Garden Update


There are problems out in the veggie garden, and instead of hiding away from them, I’m going to elaborate. Because then you might learn from my mistakes or at least my lack of trying. I have spent enough time gardening (tacked on with a degree and work with the extension) that I know what is wrong with my plants. Knowing what is wrong doesn’t exactly mean that I can make everything green again. I remember in school someone once said that being a horticulturist doesn’t mean you never have plants get sick or die. It just means you throw them away without much thought when they do. Seriously, a great control measure when something isn’t doing well, is to get rid of it and don’t stress over the fact that it died. Just try something else.

My garden is weedy. The problem weeds are mostly all green foxtail, and I’m pretty sure the weed seeds are coming from the irrigation water.
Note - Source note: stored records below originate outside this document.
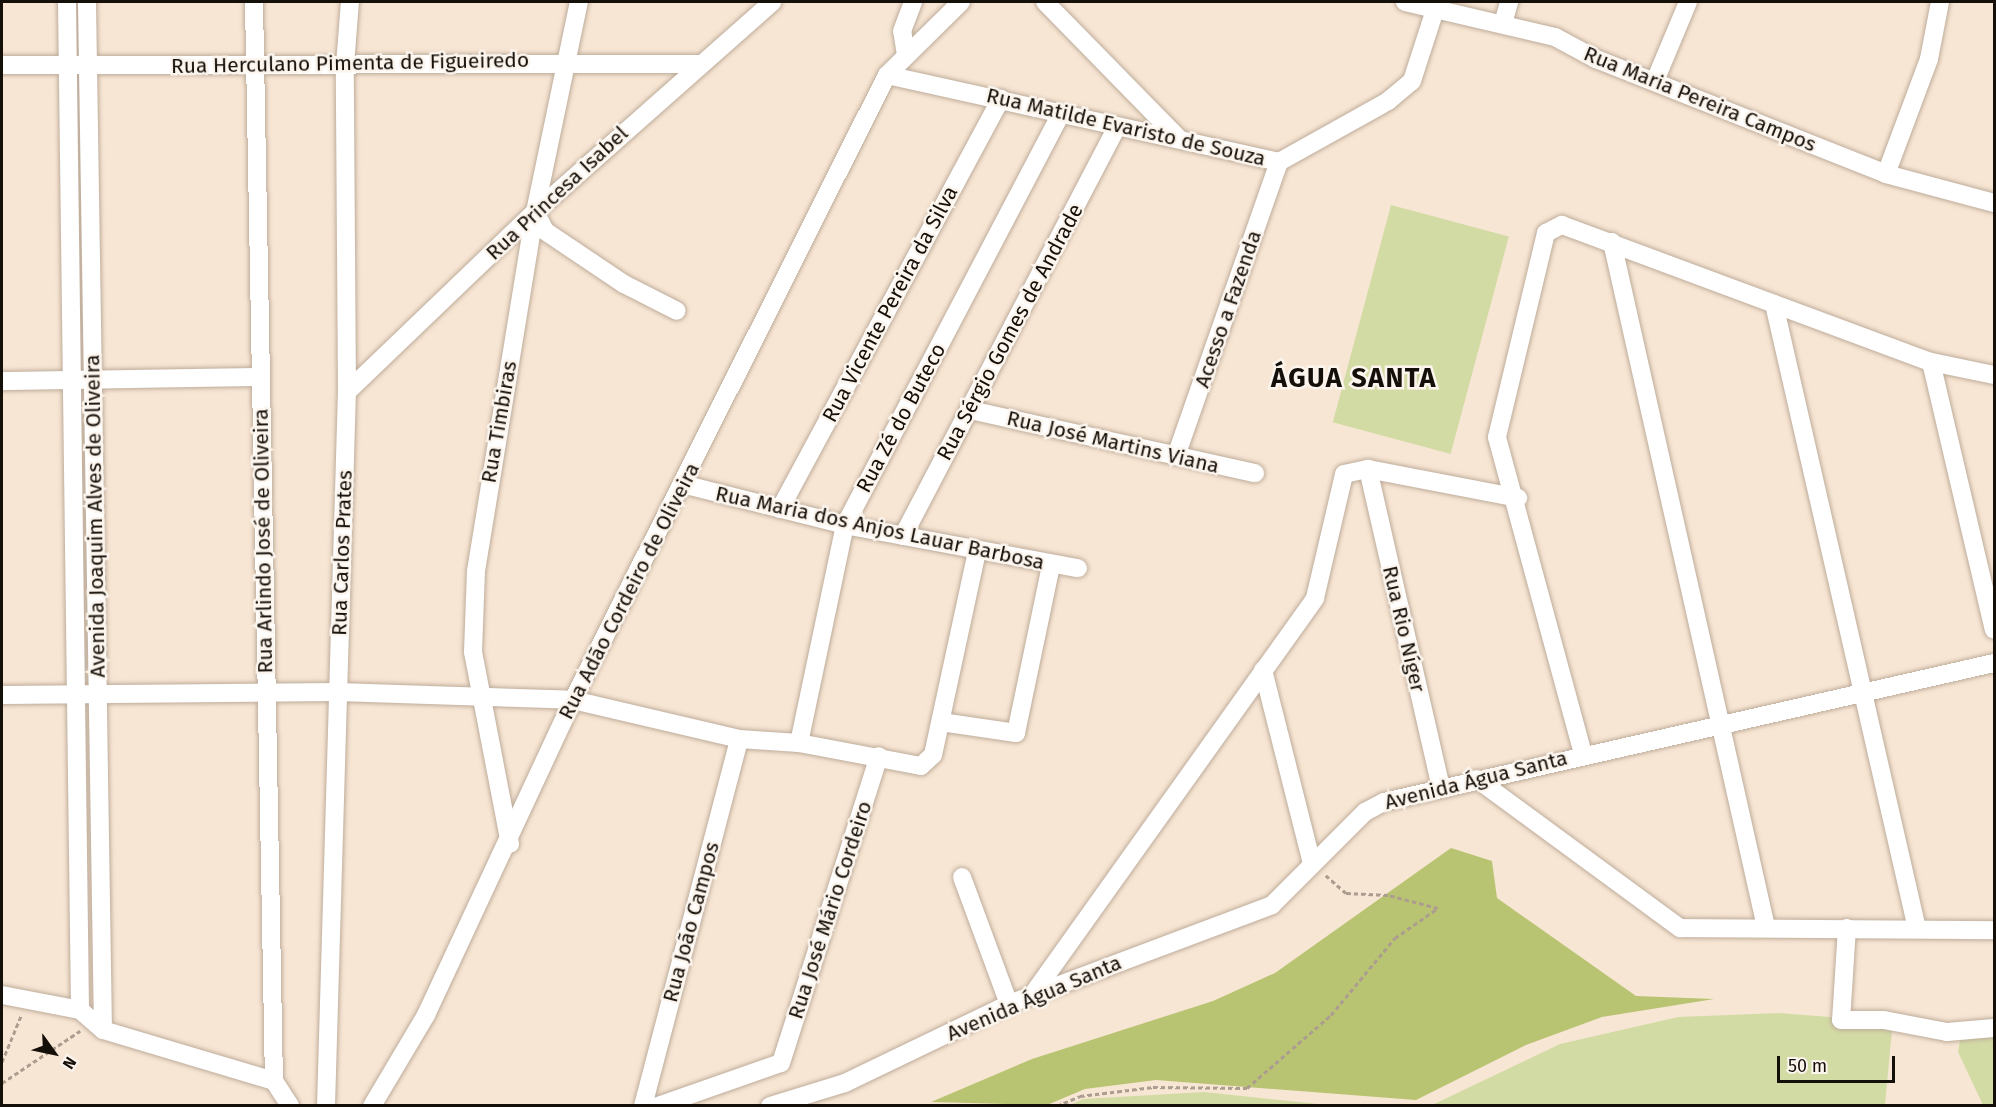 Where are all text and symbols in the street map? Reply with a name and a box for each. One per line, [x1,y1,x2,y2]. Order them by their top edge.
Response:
street label: Rua Maria Pereira Campos [1580,41,1820,157]
street label: Rua Herculano Pimenta de Figueiredo [171,47,529,79]
street label: Rua Matilde Evaristo de Souza [984,83,1268,171]
street label: Rua Princesa Isabel [481,121,633,265]
street label: Rua Vicente Pereira da Silva [817,182,963,426]
street label: Rua Sérgio Gomes de Andrade [932,199,1088,465]
street label: Acesso a Fazenda [1189,227,1267,391]
street label: Rua Zé do Buteco [851,339,951,497]
street label: Avenida Joaquim Alves de Oliveira [80,354,110,678]
street label: Rua Timbiras [476,359,522,485]
district label: ÁGUA SANTA [1271,363,1437,395]
street label: Rua José Martins Viana [1004,405,1222,479]
street label: Rua Arlindo José de Oliveira [248,408,278,674]
street label: Rua Adão Cordeiro de Oliveira [553,458,705,724]
street label: Rua Carlos Prates [327,470,357,636]
street label: Rua Maria dos Anjos Lauar Barbosa [713,481,1047,575]
street label: Rua Rio Níger [1377,563,1431,695]
street label: Avenida Água Santa [1382,745,1570,815]
street label: Rua José Mário Cordeiro [783,798,877,1022]
street label: Rua João Campos [657,839,725,1005]
street label: Avenida Água Santa [943,950,1125,1046]
north arrow [24,1023,84,1083]
scale bar [1780,1044,1898,1082]
text: N [59,1053,80,1073]
text: 50 m [1788,1055,1827,1077]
I’ve mostly given up, although sometimes I’ll start pulling weeds again. With the black plastic mulch on many of my plants,  most of the weeds are growing in the furrows. It isn’t too terrible, and the plants are big enough to out compete the weeds.


I’ve already lost two squash plants to what I believe to be a stem rot. My guess is the soil got a bit too saturated several times, and the disease set in. I pulled up the plants immediately after they wilted, and the other vining plants are filling in. I have one squash plant that has beautiful, basketball sized squash on it, but the plant looks horrible. There are yellow or dead leaves everywhere. You can see the plant behind the sunflowers in the picture above. I think that the main problem is spider mites. I noticed them earlier, but didn’t do anything about it. Bad mistake. With the hot weather, the spider mites took off, and they are killing my squash plant. Not too happy about that. I am now doing what I should have done as soon as I noticed them: spraying the plants down with a hard stream of water. I’ve a little nervous to use insecticidal soaps or neem oil (two other main control measures) because of the hot temperatures (they can damage the plant when it is too hot) and I don’t have any on hand. I’ll stick to the daily hard stream of water and see how the plants do. (There is also the possibility that the plant got glyphosate on it. A while ago I did spray some weeds in the garden, and might have gotten too close. I’m hoping it is just spider mites.)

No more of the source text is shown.